I’m sorry I haven’t a clue…

As well as being a very popular British comedy, it is how I sometimes feel about what is happening inside the Liberty Web servers, and products like z/OSMF, z/OS Connect and MQWEB. It feels like a spacecraft in cartoons – there are usually only two controls – start and stop.

One reason for this is that the developers often do not have to use the product in production, and have not sat there, head in hand saying “what is going on ?”.

In this post I’ll cover

What data values to expose

As a concept, if you give someone a lever to pull – you need to give them a way of showing the effect of pulling the level.

If you give someone a tuning parameter, they need to know the impact of using the tuning parameter. For example

  • you implement a pool of blocks of storage.
  • you can configure the number of maximum number of blocks
  • if a thread needs some storage, and there is a free block in the pool, then assign the block to the thread. When the thread has finished with it, the thread goes back into the pool.
  • if all the blocks in the pool are in-use, allocate a block. When the thread has finished with the block – free it.
  • if you specify a very large number of blocks it could cause a storage shortage

The big questions with this example is “how big do you make the pool”?

To be able to specify the correct pool size you need to know information like

  • What was the maximum number of blocks used – in total
  • How many times were additional blocks allocated (and freed)
  • What was the total number of blocks requested.

You might decide that the pool is big enough if less than1% of requests had to allocate a block.

If you find that the maximum value used was 1% of the size of the pool, you can make the pool much smaller.

If you find that 99% of the requests were allocated/freed, this indicates the pool is much to small and you need to increase the size.

For other areas you could display

  • The number of authentication requests that were userid+ password, or were from a certificate.
  • The number of authentication requests which failed.
  • The list of userid names in the userid cache.
  • How many times each application was invoked.
  • The number of times a thread had to wait for a resource.
  • The elapsed time waiting for a resource, and what the resource was.

What attributes to expose

You look at the data to ask

  • Do I have a problem now?
  • Will I have a problem in the future? You need to collect information over time and look at trends.
  • When we had a problem yesterday, did this component contribute to it? You need to have historical data.

It is not obvious what data attributes you should display.
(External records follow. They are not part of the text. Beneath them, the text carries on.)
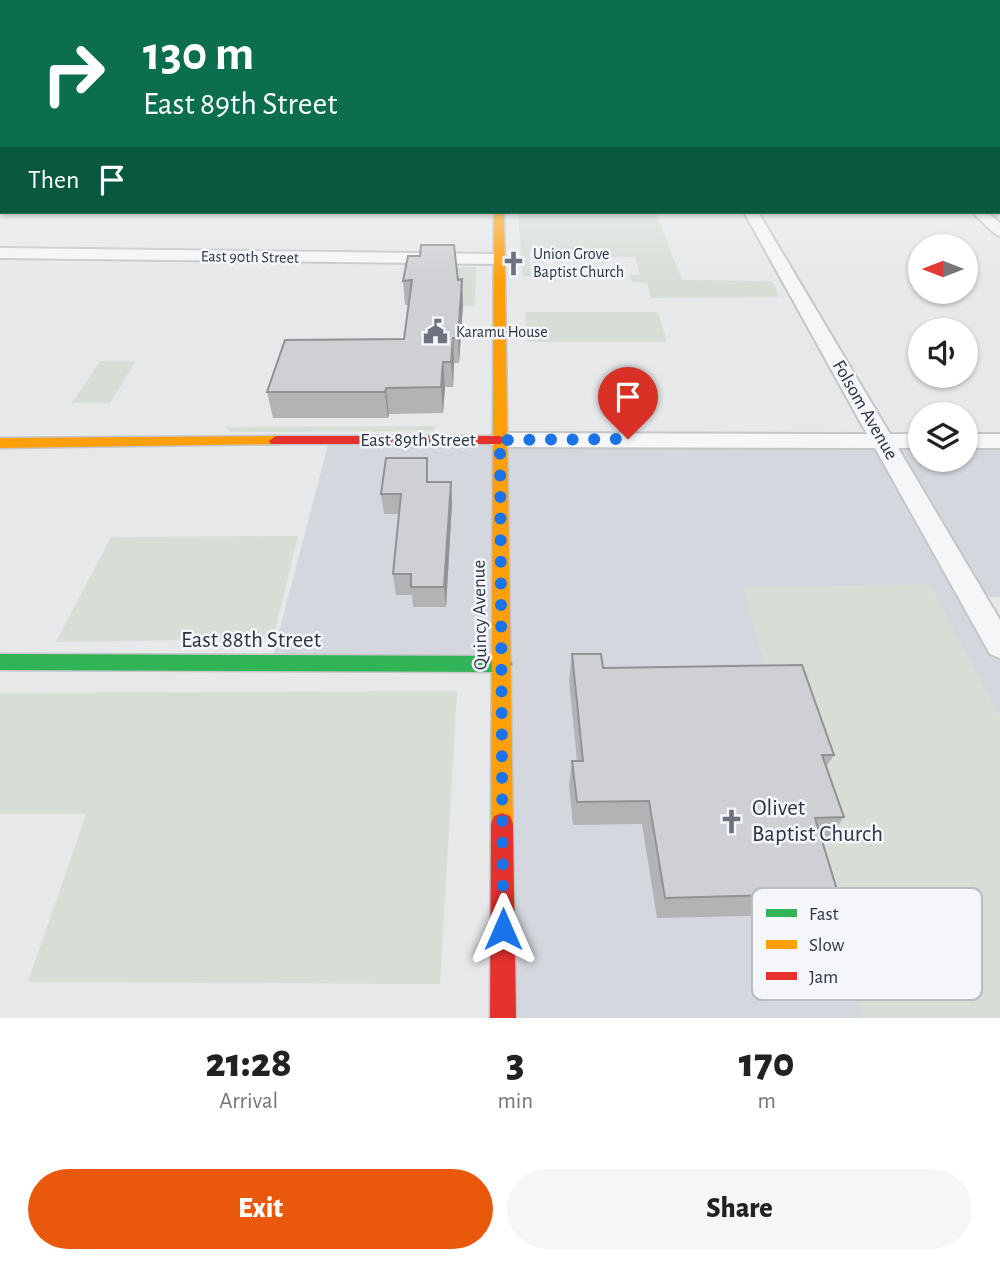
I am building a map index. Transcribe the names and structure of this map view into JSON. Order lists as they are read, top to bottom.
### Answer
{
  "streets": {
    "street": [
      "East 90th Street",
      "Folsom Avenue",
      "East 89th Street",
      "Quincy Avenue",
      "East 88th Street"
    ]
  },
  "crossings": [
    ["East 90th Street", "Quincy Avenue"],
    ["Folsom Avenue", "East 89th Street"],
    ["East 89th Street", "Quincy Avenue"],
    ["Quincy Avenue", "East 88th Street"]
  ],
  "places": {
    "church": ["Union Grove Baptist Church", "Olivet Baptist Church"],
    "public building": ["Karamu House"]
  },
  "legend": ["Fast", "Slow", "Jam"],
  "north": "left",
  "page": {
    "turn": ["130 m", "East 89th Street"],
    "then": "Then",
    "eta": [
      "21:28",
      "Arrival",
      "3",
      "min",
      "170",
      "m"
    ],
    "buttons": ["Exit", "Share"]
  }
}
  • The “value now” is is easy to understand.
  • The “average value” is harder. Is this from the start of the application (6 months ago), or a weighted average (99 * previous average + current value)/100. With this weighted average, a change since the previous value indicates the trend.
  • The maximum value is hard – from when? There may have been a peak at startup, and small peaks since then will not show up. Having a “reset command” can be useful, or have it reset on a timer – such as display and reset every 10 minutes.
  • If you “reset” the values and display the value before any activity, what do you display? “0”s for all of the values, or the values when the reset command was issued.

Resetting values can make it easier to understand the data. Comparing two 8 digit numbers is much harder than comparing two 2 digit numbers.

How to expose data

Java has a Java Management eXtension (JMX) for reporting management information. It looks very well designed, is easy to use, and very compact! There is an extensive document from Oracle here.

I found Basic Introduction to JMX by Baeldung , was an excellent article with code samples on GitHub. I got these working in Eclipse within an hour!

The principal behind JMX is …

For each field you want to expose you have a get… method.

You define an interface with name class| |”MBean” which defines all of the methods for displaying the data.

public interface myClassMBean {
public String getOwner();
public int getMaxSize();
}

You define the class and the methods to expose the data.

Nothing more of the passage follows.